Les autorités ukrainiennes pressent la communauté internationale de permettre l’ouverture de couloirs humanitaires pour évacuer les quelque 2 000 personnes encore présentes à Oleshky, localité du sud de l’Ukraine occupée par l’armée russe. Selon l’administration militaire locale, la population restante se compose majoritairement de retraités et de personnes à mobilité réduite, auxquels s’ajoutent près d’une cinquantaine d’enfants.

Avant le début de l’invasion russe à grande échelle en 2022, la ville comptait environ 24 000 habitants. Aujourd’hui, elle est pratiquement isolée du reste du pays. Le pont routier Antonivka, qui enjambait le Dnipro et reliait Oleshky à Kherson – toujours sous contrôle ukrainien – a été détruit par les forces russes en novembre 2022, lorsqu’elles se sont repliées de la rive droite du fleuve vers la rive gauche. La destruction du barrage de Kakhovka en 2023 a aggravé la situation : la cité a d’abord été inondée, puis bombardée.

Une ville minée et affamée

Les accès à Oleshky et l’ensemble de l’agglomération sont truffés de mines posées par l’armée russe. Les civils qui tentent de se déplacer, à pied ou à vélo, risquent l’explosion à tout moment. « À Oleshky, les gens meurent à cause des mines, des tirs directs sur leurs habitations ou des éclats d’obus », a témoigné Ksenia Archipova, une ancienne résidente qui participe régulièrement aux évacuations. Elle ajoute que l’hôpital fonctionne avec des groupes électrogènes mais manque cruellement de carburant, rendant impossibles les interventions complexes comme les amputations après des explosions de mines.

Natalia, une autre ancienne habitante, qui a vécu sous occupation russe pendant près de dix-huit mois avant de fuir après la destruction du barrage de Kakhovka, décrit une vie de privations : « Les gens survivent à peine, sans électricité ni eau courante.
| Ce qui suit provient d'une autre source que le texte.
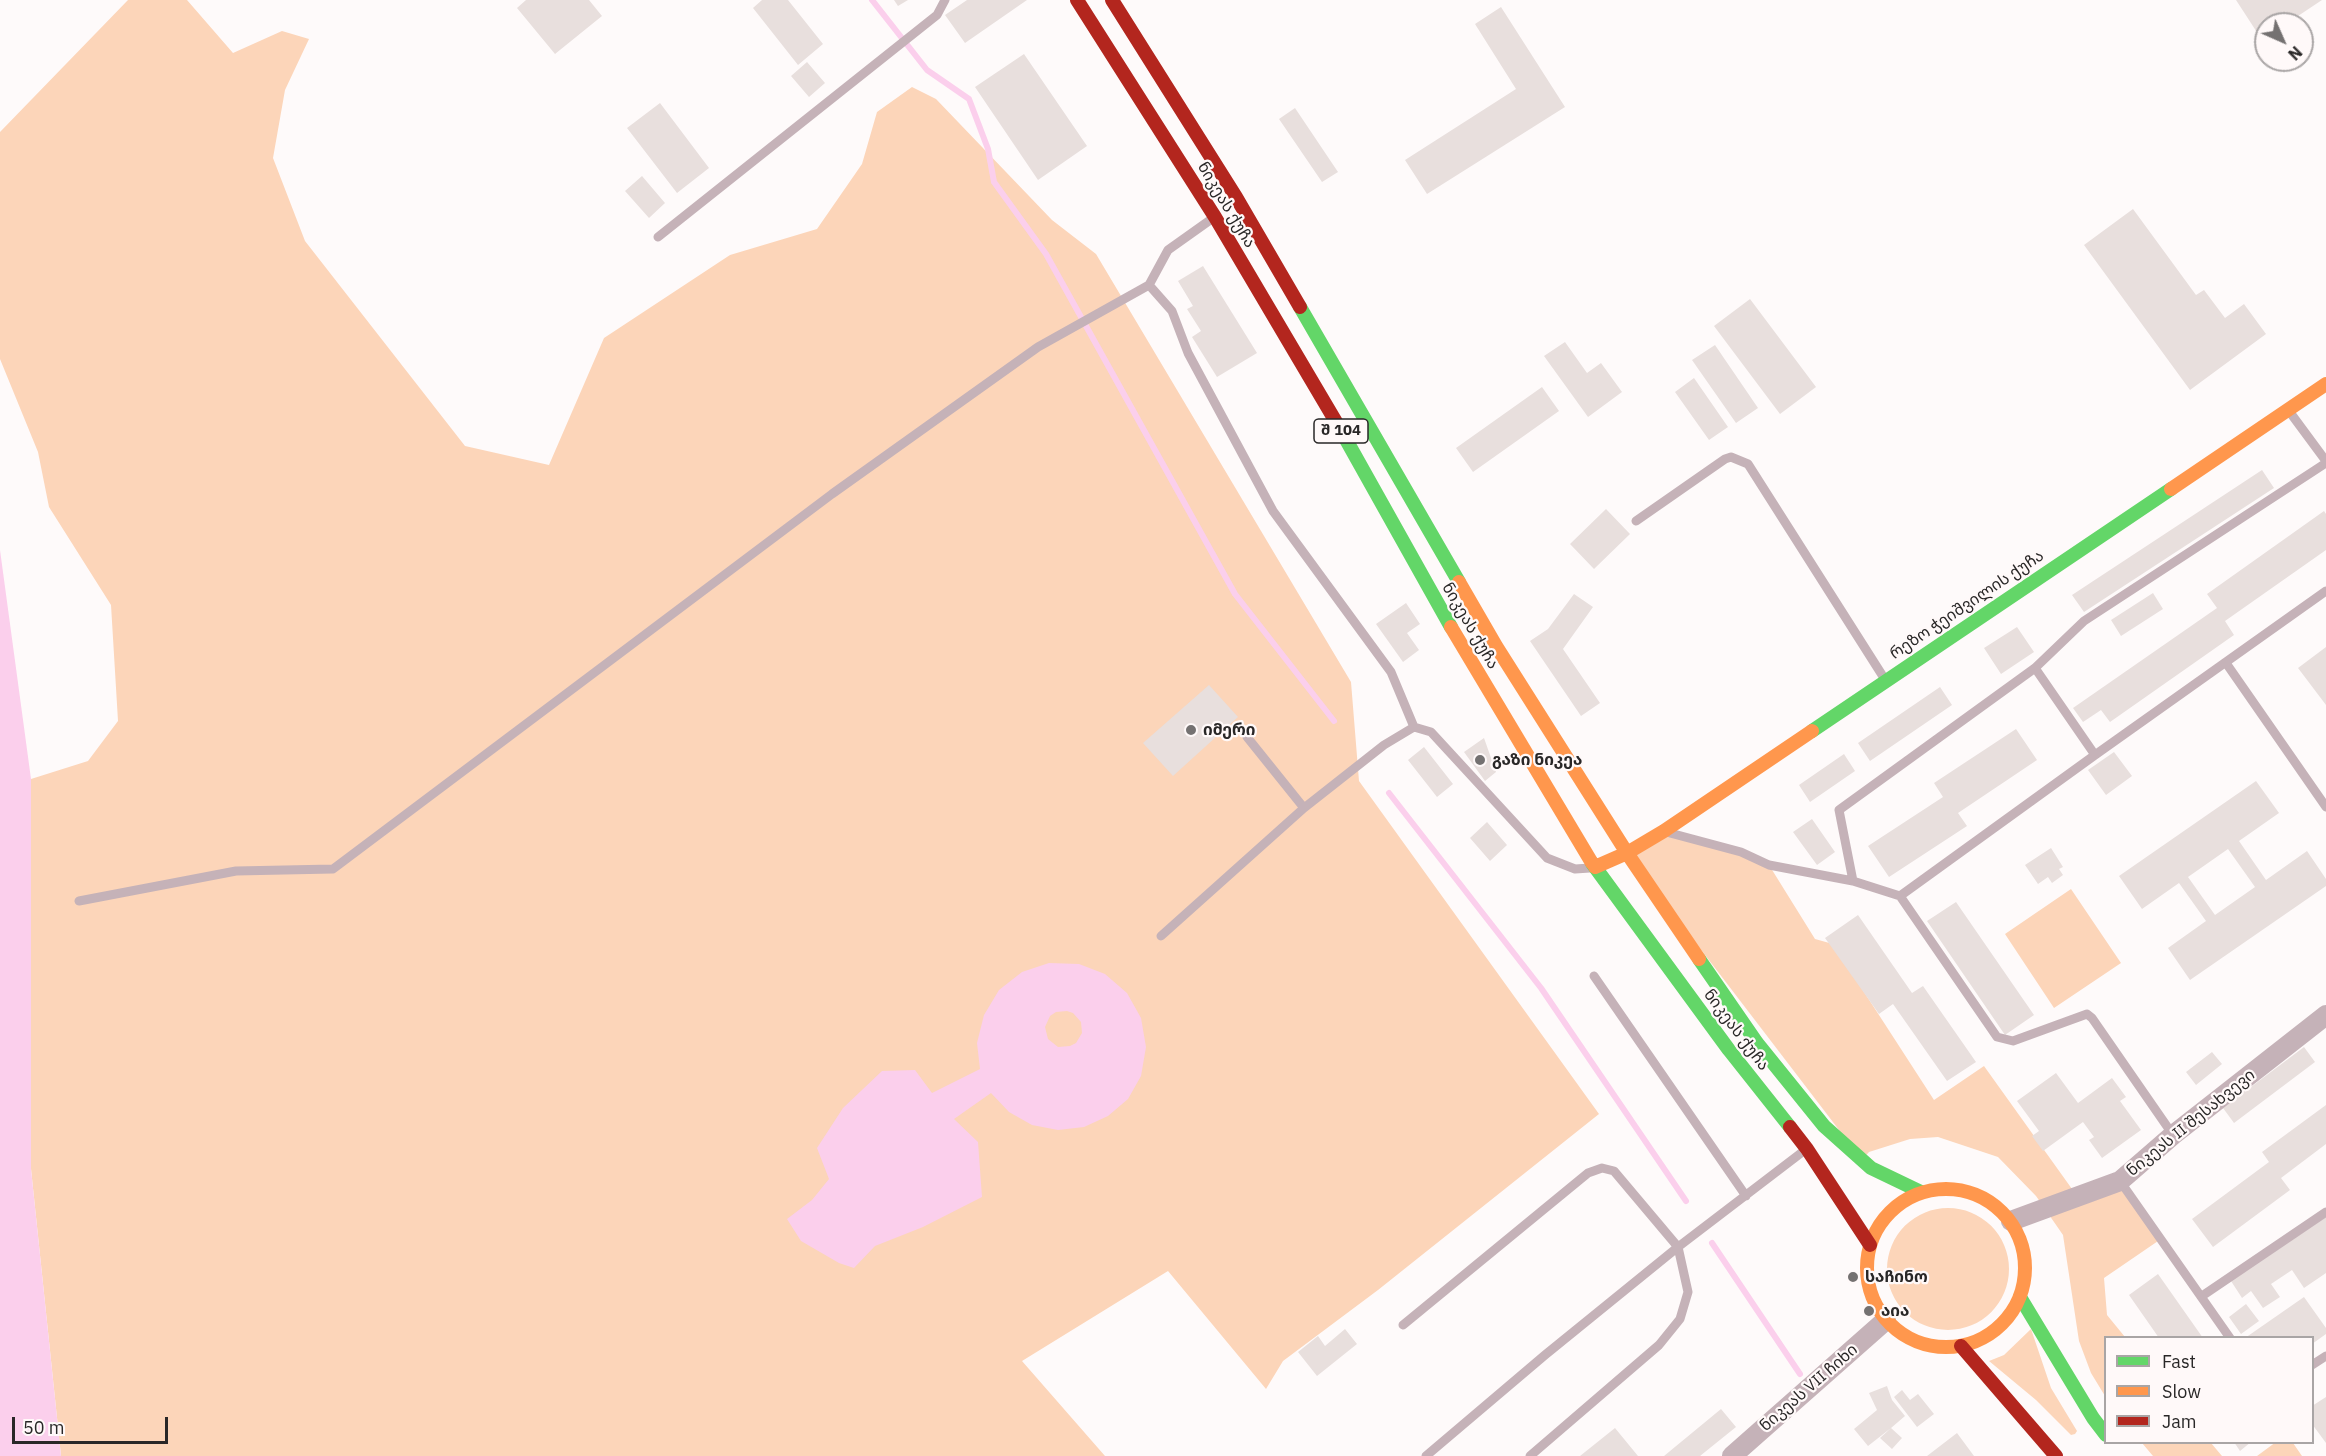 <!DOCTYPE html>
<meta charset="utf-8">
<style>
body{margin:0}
#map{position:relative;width:2326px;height:1456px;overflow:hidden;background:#fefafa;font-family:"IBM Plex Sans",sans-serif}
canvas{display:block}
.legend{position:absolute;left:2104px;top:1336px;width:210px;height:108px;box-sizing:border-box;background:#fff9f9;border:2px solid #a9a5a5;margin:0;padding:8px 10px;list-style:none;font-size:18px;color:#292727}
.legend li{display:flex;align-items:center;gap:12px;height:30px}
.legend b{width:30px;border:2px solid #a9a5a5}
.north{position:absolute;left:2254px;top:12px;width:60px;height:60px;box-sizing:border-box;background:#fff9f9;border:2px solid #a9a5a5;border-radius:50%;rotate:135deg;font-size:16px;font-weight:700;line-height:24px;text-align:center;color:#292727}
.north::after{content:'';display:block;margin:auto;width:21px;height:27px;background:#747171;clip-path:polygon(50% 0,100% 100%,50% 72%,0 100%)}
.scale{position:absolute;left:12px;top:1417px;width:156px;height:27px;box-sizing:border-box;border:3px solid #292727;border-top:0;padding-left:8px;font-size:18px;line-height:21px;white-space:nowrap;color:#292727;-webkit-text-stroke:4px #fff9f9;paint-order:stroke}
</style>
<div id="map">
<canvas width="2326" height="1456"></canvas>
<ul class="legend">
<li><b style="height:8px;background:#63d668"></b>Fast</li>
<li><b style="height:8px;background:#ff974d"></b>Slow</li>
<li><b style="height:8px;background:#b3261e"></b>Jam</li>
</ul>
<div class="north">N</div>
<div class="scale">50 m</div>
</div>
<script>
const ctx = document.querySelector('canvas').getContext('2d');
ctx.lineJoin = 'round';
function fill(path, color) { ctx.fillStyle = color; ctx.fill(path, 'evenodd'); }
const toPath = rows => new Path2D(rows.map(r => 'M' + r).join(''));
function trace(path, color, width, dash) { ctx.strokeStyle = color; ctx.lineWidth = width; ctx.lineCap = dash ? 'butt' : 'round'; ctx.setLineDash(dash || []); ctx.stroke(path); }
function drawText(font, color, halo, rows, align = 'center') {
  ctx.font = font + ' "IBM Plex Sans","Noto Sans Georgian",sans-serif'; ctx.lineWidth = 4.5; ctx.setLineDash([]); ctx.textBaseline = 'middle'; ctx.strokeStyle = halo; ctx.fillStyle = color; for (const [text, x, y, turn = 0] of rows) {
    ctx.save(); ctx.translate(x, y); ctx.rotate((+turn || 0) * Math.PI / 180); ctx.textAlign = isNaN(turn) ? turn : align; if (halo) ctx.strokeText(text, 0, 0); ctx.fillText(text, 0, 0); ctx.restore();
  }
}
fill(toPath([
 [128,0,187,0,233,53,282,31,309,39,285,90,273,158,305,241,465,446,549,465,604,338,730,255,817,229,862,164,877,112,912,87,936,99,1052,220,1096,254,1351,682,1359,781,1599,1114,1378,1290,1283,1361,1266,1389,1168,1271,1022,1361,1105,1456,61,1456,31,1169,31,779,88,761,118,721,111,605,49,507,38,452,0,359,0,132],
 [1664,831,1769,865,1815,939,1833,944,1934,1100,1984,1066,2077,1196,2120,1181,2161,1239,2104,1278,2107,1315,2125,1337,2106,1338,2105,1396,2091,1373,2079,1341,2063,1235,2036,1196,1998,1157,1938,1137,1910,1139,1869,1152,1862,1160,1627,853],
 [2071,889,2121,963,2054,1008,2005,934],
 '1887 1269a61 61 0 1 1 122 0a61 61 0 1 1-122 0Z',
 [2031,1329,2051,1388,2077,1431,2075,1434,2071,1435,2036,1400,1989,1361,2004,1355],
 [2276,1442,2293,1443,2302,1456,2257,1456],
 [2142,1443,2211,1443,2222,1456,2153,1456]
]), '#fcd5b9');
fill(toPath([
 [0,550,31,779,31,1169,61,1456,0,1456],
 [1049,963,1079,964,1105,974,1127,993,1141,1018,1146,1047,1141,1076,1128,1099,1108,1116,1084,1127,1058,1130,1032,1125,1009,1112,991,1093,954,1119,978,1142,982,1197,923,1227,875,1246,854,1268,839,1263,801,1241,787,1219,812,1200,829,1179,817,1148,843,1108,882,1071,915,1070,932,1093,980,1069,977,1043,984,1015,999,990,1022,972],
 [1067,1011,1073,1013,1081,1022,1082,1033,1076,1043,1070,1046,1058,1047,1048,1039,1045,1027,1050,1016,1056,1012]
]), '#fbcfec');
trace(toPath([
 [872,0,927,70,969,99,988,149,994,182,1046,254,1235,594,1334,721],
 [1389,793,1541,988,1686,1201],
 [1712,1243,1800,1374]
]), '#fbcfec', 6);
fill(toPath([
 [526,0,589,0,602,16,555,54,517,8],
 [762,0,788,0,823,44,798,65,753,8],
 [894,0,908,0,898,6],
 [967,0,1027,0,965,43,945,15],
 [2236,0,2322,0,2286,24,2266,24,2266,37,2262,40],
 [1501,7,1565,107,1427,194,1405,160,1516,89,1475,24],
 [1024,54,1087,146,1038,180,975,87],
 [807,62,825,83,809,97,791,76],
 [660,103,709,168,677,193,627,128],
 [1295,108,1338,172,1322,182,1279,119],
 [642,176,665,203,649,218,625,191],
 [2133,209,2196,295,2204,290,2225,318,2244,304,2266,334,2190,390,2084,245],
 [1203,266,1257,353,1217,377,1192,337,1201,331,1187,309,1193,306,1178,281],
 [1750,299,1816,387,1780,414,1714,326],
 [1565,342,1587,373,1601,363,1622,392,1588,417,1544,356],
 [1715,345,1758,408,1736,423,1692,360],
 [1694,378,1728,427,1709,440,1675,392],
 [1542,387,1559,411,1473,472,1456,448],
 [2262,470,2274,488,2084,612,2072,595],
 [1606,509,1630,534,1594,569,1570,544],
 [2324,511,2326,514,2326,550,2225,621,2234,635,2110,722,2101,710,2083,722,2073,708,2217,608,2207,594],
 [2153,593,2163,609,2121,636,2111,620],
 [1574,594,1593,607,1563,649,1600,703,1581,716,1530,641,1548,629],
 [1406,603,1420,624,1407,633,1419,650,1403,662,1376,624],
 [2017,627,2034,652,2001,674,1984,648],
 [2326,647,2326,705,2298,668],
 [1209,685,1238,717,1173,776,1143,743],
 [1940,687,1952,705,1870,761,1858,743],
 [2016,729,2037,760,1958,813,1967,826,1889,877,1868,846,1943,797,1934,783],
 [1484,738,1496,772,1485,781,1464,752],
 [1424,747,1453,784,1437,797,1408,760],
 [2114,752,2132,776,2106,795,2088,770],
 [1844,754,1855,771,1810,802,1799,785],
 [2256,781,2279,813,2239,841,2266,880,2307,851,2326,879,2326,886,2190,980,2168,948,2206,921,2179,883,2142,909,2119,876],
 [2228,849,2255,887,2215,915,2188,877],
 [1812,819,1835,852,1817,865,1793,832],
 [1487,822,1507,845,1490,861,1470,838],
 [2051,848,2063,867,2059,869,2063,875,2052,883,2048,877,2038,884,2025,865],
 [1956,902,2034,1015,2005,1035,1927,921],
 [1858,915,1912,993,1923,986,1976,1062,1947,1081,1893,1004,1879,1014,1825,938],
 [2304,1047,2315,1062,2234,1123,2223,1108],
 [2212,1052,2222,1064,2196,1085,2186,1072],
 [2056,1073,2078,1103,2112,1078,2126,1097,2120,1101,2141,1130,2102,1158,2089,1140,2094,1137,2083,1122,2043,1151,2032,1136,2039,1131,2017,1101],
 [2326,1105,2326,1144,2281,1178,2290,1190,2213,1247,2192,1219,2269,1162,2262,1152],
 [2326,1217,2326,1273,2304,1288,2292,1270,2271,1284,2280,1297,2263,1308,2251,1291,2242,1298,2231,1281],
 [2158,1274,2203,1338,2159,1338,2129,1295],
 [2304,1297,2326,1328,2326,1334,2312,1344,2312,1338,2245,1338],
 [2246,1304,2259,1321,2241,1334,2229,1317],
 [1345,1329,1357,1344,1317,1376,1298,1352,1318,1336,1325,1346],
 [1887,1386,1892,1400,1905,1416,1891,1428,1902,1438,1892,1449,1880,1438,1891,1428,1868,1446,1854,1429,1877,1410,1869,1393],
 [1902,1390,1910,1400,1918,1394,1934,1414,1917,1427,1894,1397],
 [2326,1397,2326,1443,2312,1424,2312,1406],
 [1721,1409,1736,1427,1700,1456,1664,1456],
 [1615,1428,1638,1456,1580,1456],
 [1957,1433,1974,1456,1927,1456],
 [2234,1442,2251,1442,2240,1451]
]), '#e8dfdd');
trace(toPath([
 [658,237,937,15,945,0],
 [1149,285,1172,311,1188,353,1273,511,1391,672,1414,727],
 [2289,411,2326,461],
 [1636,521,1725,459,1731,457,1748,464,1884,678],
 [2226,663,2326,807],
 [2035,668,2095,755],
 [1247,737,1304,808],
 [1670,833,1741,852,1769,865,1853,881,1900,896,1997,1037,2013,1041,2087,1014,2092,1018,2173,1135],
 [1853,881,1839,810,2035,668,2084,621,2326,463],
 [1900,896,2095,755,2326,591],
 [79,901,236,871,333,869,832,494,1038,347,1149,285,1168,250,1213,218],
 [1161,936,1304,808,1384,745,1414,727,1431,732,1547,858,1575,869,1590,868],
 [1594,976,1746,1196],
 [2120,1181,2230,1338],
 [2202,1296,2326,1212],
 [1403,1325,1588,1173,1602,1168,1614,1171,1678,1247,1688,1292,1680,1319,1659,1345,1530,1456],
 [2312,1365,2326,1356],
 [1426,1456,1545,1355,1678,1247,1805,1150]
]), '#c5b2b8', 9);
trace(toPath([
 [2011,1221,2120,1181,2173,1135,2326,1015],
 [1732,1456,1886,1320]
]), '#c5b2b8', 20);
trace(toPath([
 [1300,307,1459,582],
 [1339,427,1451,627],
 [1812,731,2171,489],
 [1592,863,1729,1050,1790,1127],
 [1699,959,1757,1043,1824,1126,1871,1168,1921,1192],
 [2020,1297,2093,1418,2106,1435]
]), '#63d668', 14);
trace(toPath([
 [2171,489,2326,384],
 [1459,582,1496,646,1627,853,1699,959],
 [1451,627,1592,863],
 [1595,867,1627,853,1664,831,1812,731],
 '1867 1268a79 79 0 1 1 158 0a79 79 0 1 1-158 0Z'
]), '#ff974d', 14);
trace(toPath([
 [1077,0,1215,217,1339,427],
 [1112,0,1236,197,1300,307],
 [1790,1127,1807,1149,1870,1245],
 [1961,1346,2056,1456]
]), '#b3261e', 14);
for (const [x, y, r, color] of [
 [1191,730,6,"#747171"],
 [1480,760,6,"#747171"],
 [1853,1277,6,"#747171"],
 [1869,1311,6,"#747171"]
]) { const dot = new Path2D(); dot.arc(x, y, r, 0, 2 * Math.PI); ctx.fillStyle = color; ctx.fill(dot); trace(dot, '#fff9f9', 2); }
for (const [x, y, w] of [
 [1341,431,54]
]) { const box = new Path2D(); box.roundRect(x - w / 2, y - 12, w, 24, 4.5); ctx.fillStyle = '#fff9f9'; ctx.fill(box); trace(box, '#292727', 1.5); }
drawText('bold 15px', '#292727', null, [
 ["შ 104",1341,431]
]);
drawText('16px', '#292727', '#fff9f9', [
 ["ნიკეას ქუჩა",1226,205,59],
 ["რეზო ჭეიშვილის ქუჩა",1967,605,-34],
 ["ნიკეას ქუჩა",1470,626,60],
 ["ნიკეას ქუჩა",1736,1030,53],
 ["ნიკეას II შესახვევი",2191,1123,-39],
 ["ნიკეას VII ჩიხი",1809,1388,-41]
]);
drawText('bold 16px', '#292727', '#fff9f9', [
 ["იმერი",1203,730],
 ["გაზი ნიკეა",1492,760],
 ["საჩინო",1865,1277],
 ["აია",1881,1311]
], 'left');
</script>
Il n’y a pratiquement pas de médicaments, les produits alimentaires manquent, et quand il y en a, les files d’attente sont interminables, mais les habitants ont très peu d’argent. » Elle précise que les bas-côtés des routes sont minés, provoquant la mort de cyclistes ou de piétons.

Malgré l’interdiction des cartes SIM ukrainiennes dans les territoires occupés et les risques de représailles, certains habitants parviennent à joindre leurs proches – Oleshky se trouvant à portée du réseau mobile ukrainien depuis Kherson. Ils utilisent des panneaux solaires récupérés sur des bâtiments endommagés pour recharger de vieux téléphones.

La famine s’installe

La situation s’est encore dégradée au cours de l’hiver écoulé. L’intensification du minage des routes a dissuadé nombre de convoyeurs d’acheminer des vivres depuis d’autres zones occupées, de crainte de perdre la vie. Tetyana Hasanenko, chef de l’administration militaire d’Oleshky pour la région de Kherson, a indiqué que cela a provoqué un effondrement quasi total des approvisionnements en février. « À partir de mars, une famine s’est effectivement installée à Oleshky, car presque aucune nourriture n’était disponible de la mi-janvier à février. Le 4 mai, un camion de ravitaillement est arrivé, mais aucune livraison n’a eu lieu après cela. Les gens n’ont pas d’électricité, ils doivent cuisiner sur des feux ouverts, les réfrigérateurs ne fonctionnent pas », a-t-elle détaillé.

Kiev mobilise ses institutions

Face à cette tragédie, les autorités ukrainiennes tentent d’organiser une évacuation. Plusieurs institutions sont impliquées, dont le ministère des Affaires étrangères et le commissaire aux droits de l’homme. Des appels sont également lancés vers les partenaires internationaux pour qu’ils exercent une pression en faveur de la création de corridors humanitaires permettant de sauver les civils piégés dans la ville.